Let's keep things in perspective. Microsoft's unethical business
practices should be put into context. Unlike the pharmaceutical cartel or
arms manufacturers, Redmond doesn't overturn democracies or kill thousands
of civilians; unlike News Corporation it doesn't debase social discourse or
undermine language. Unlike Google, it doesn't pretend to present "all the
world's knowledge", when most of the world's knowledge isn't even on the
Internet. Microsoft simply makes some fairly mediocre software and charges
a lot for it.
But for Sun, which had rose through the ranks of a dozens similar
workstation manufacturers through foresight, engineering skill and hard
competition, Microsoft's mediocrity is an affront. Few companies can afford
Q&A disasters in their core product lines, as Sun knows when it endured a
torrid time upgrading its SunOS customers to Solaris. And huge
opportunities were lost when Sun failed to execute, such as the potential
leadership of the embedded processor market that the Java picochip
promised, but couldn't deliver. Thanks to its monopoly position Microsoft
can afford to release sloppy software and not worry about the
repercussions. This has been a very real culture clash of engineering
values. Now Sun has the job of defining what it stands for from scratch.

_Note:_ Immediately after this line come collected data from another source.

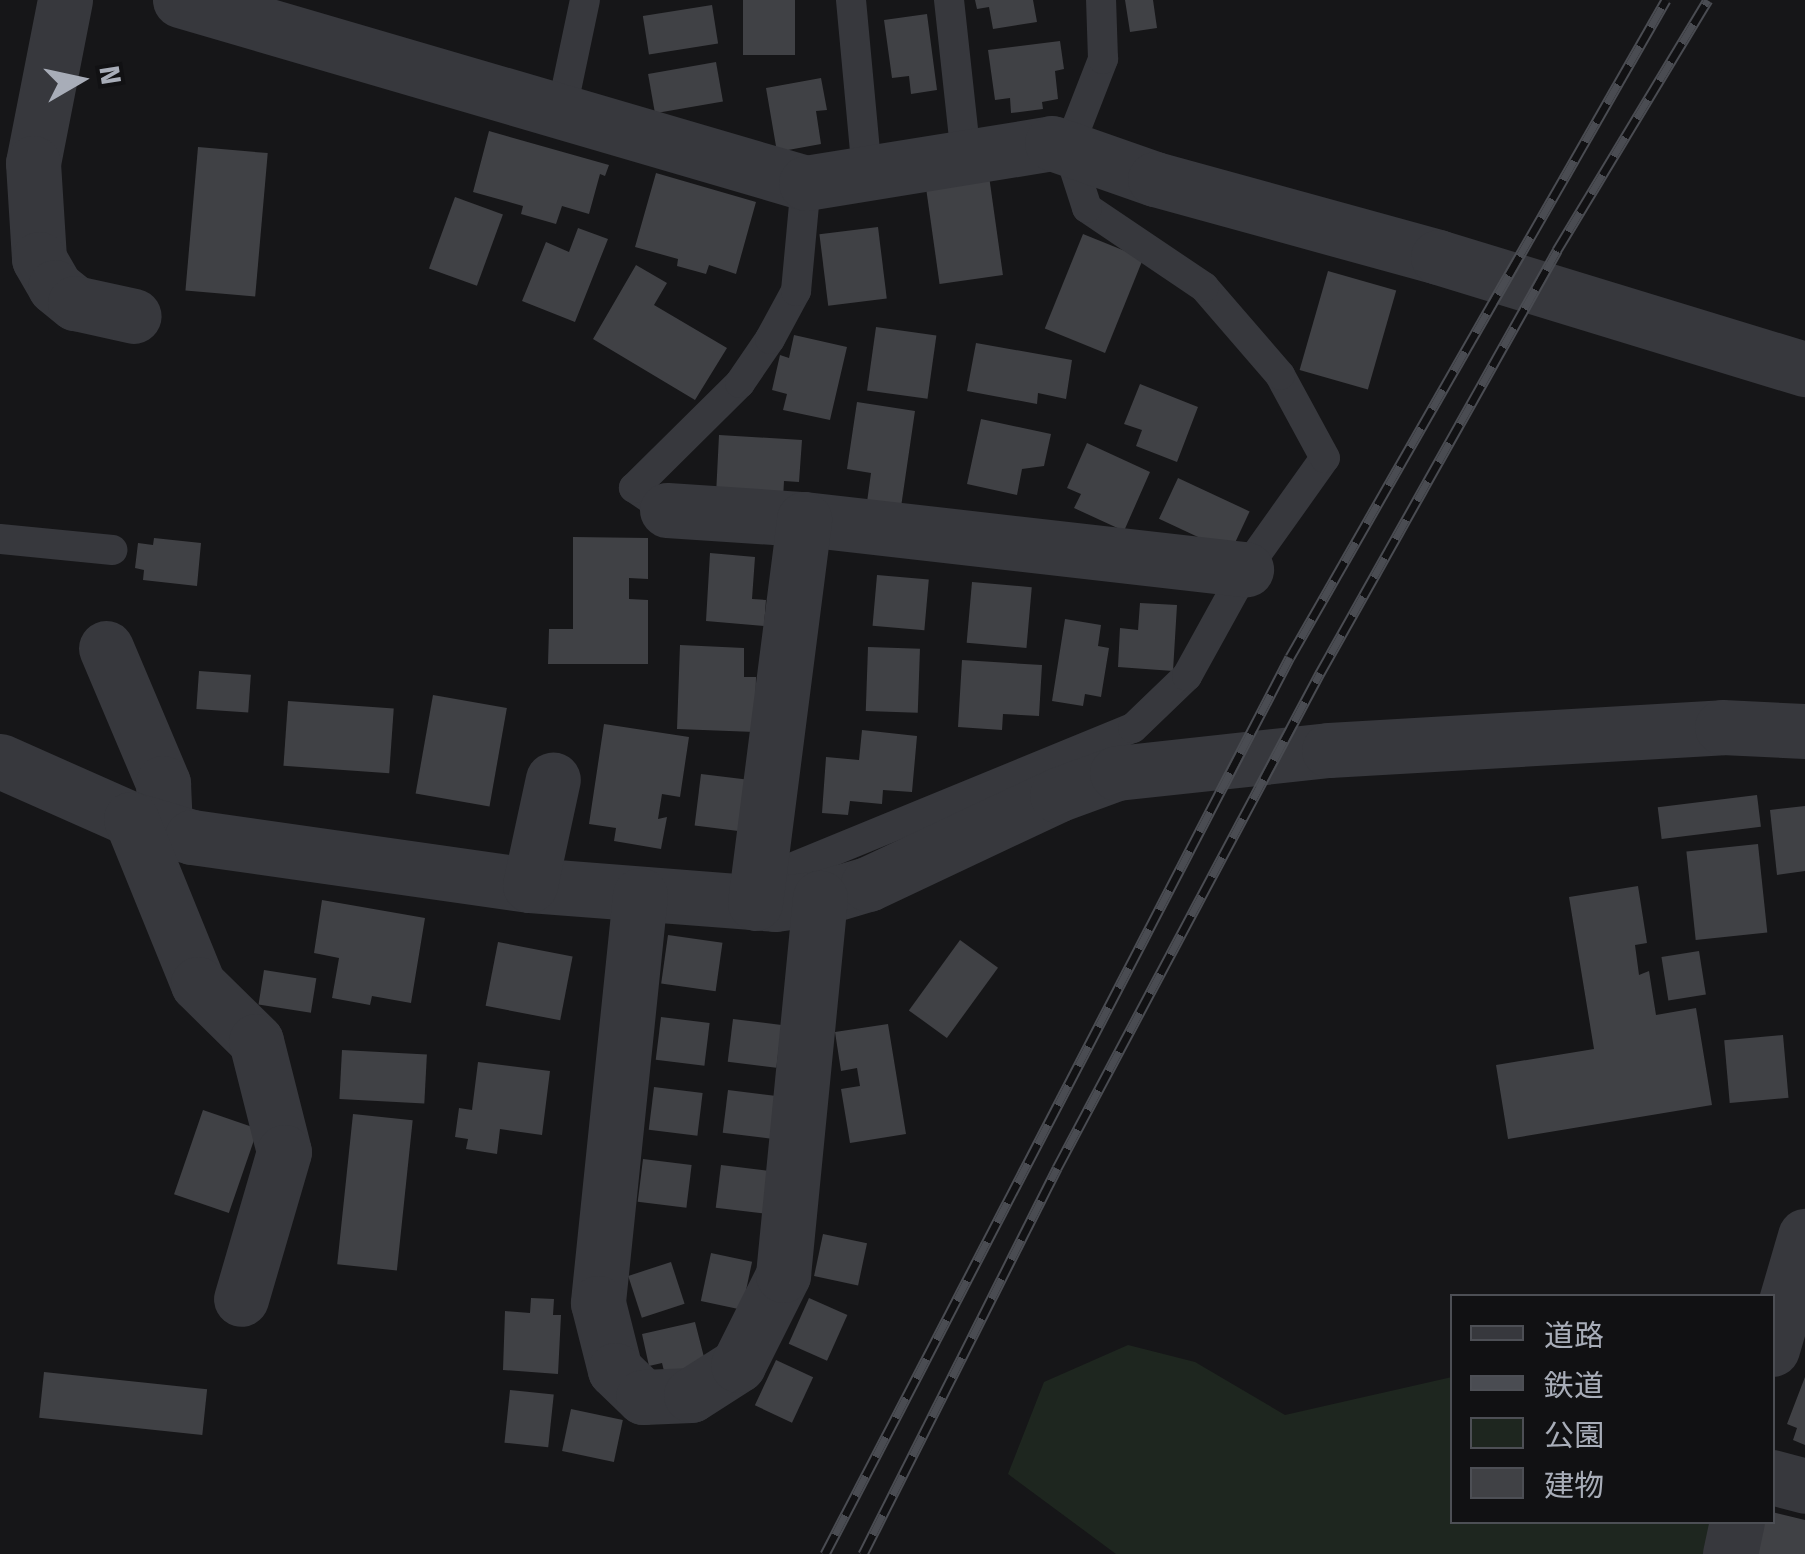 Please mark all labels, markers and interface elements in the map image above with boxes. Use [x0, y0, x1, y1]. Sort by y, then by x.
north arrow [30, 30, 130, 130]
text: N [92, 63, 128, 87]
legend [1450, 1294, 1775, 1524]
text: 道路 [1544, 1318, 1604, 1354]
text: 鉄道 [1544, 1368, 1604, 1404]
text: 公園 [1544, 1418, 1604, 1454]
text: 建物 [1544, 1468, 1604, 1504]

Microsoft's biggest global competitors are exactly as they were on
Thursday: Nokia and Sony, two companies whose core revenues don't derive
from Windows and who can set global standards. (IBM has every motivation to
fund Linux development, which Redmond really doesn't like at all, but IBM
doesn't have the inclination to set standards elsewhere and can't dictate
consensus in the OSS space). Not that it's any consolation on Sun's
Blackest Friday, but if Mankind had to be represented in an Independence
Day scenario, most people would rather it was Sun engineers downloading the
Trojan onto the alien's computers, and not Microsoft engineers.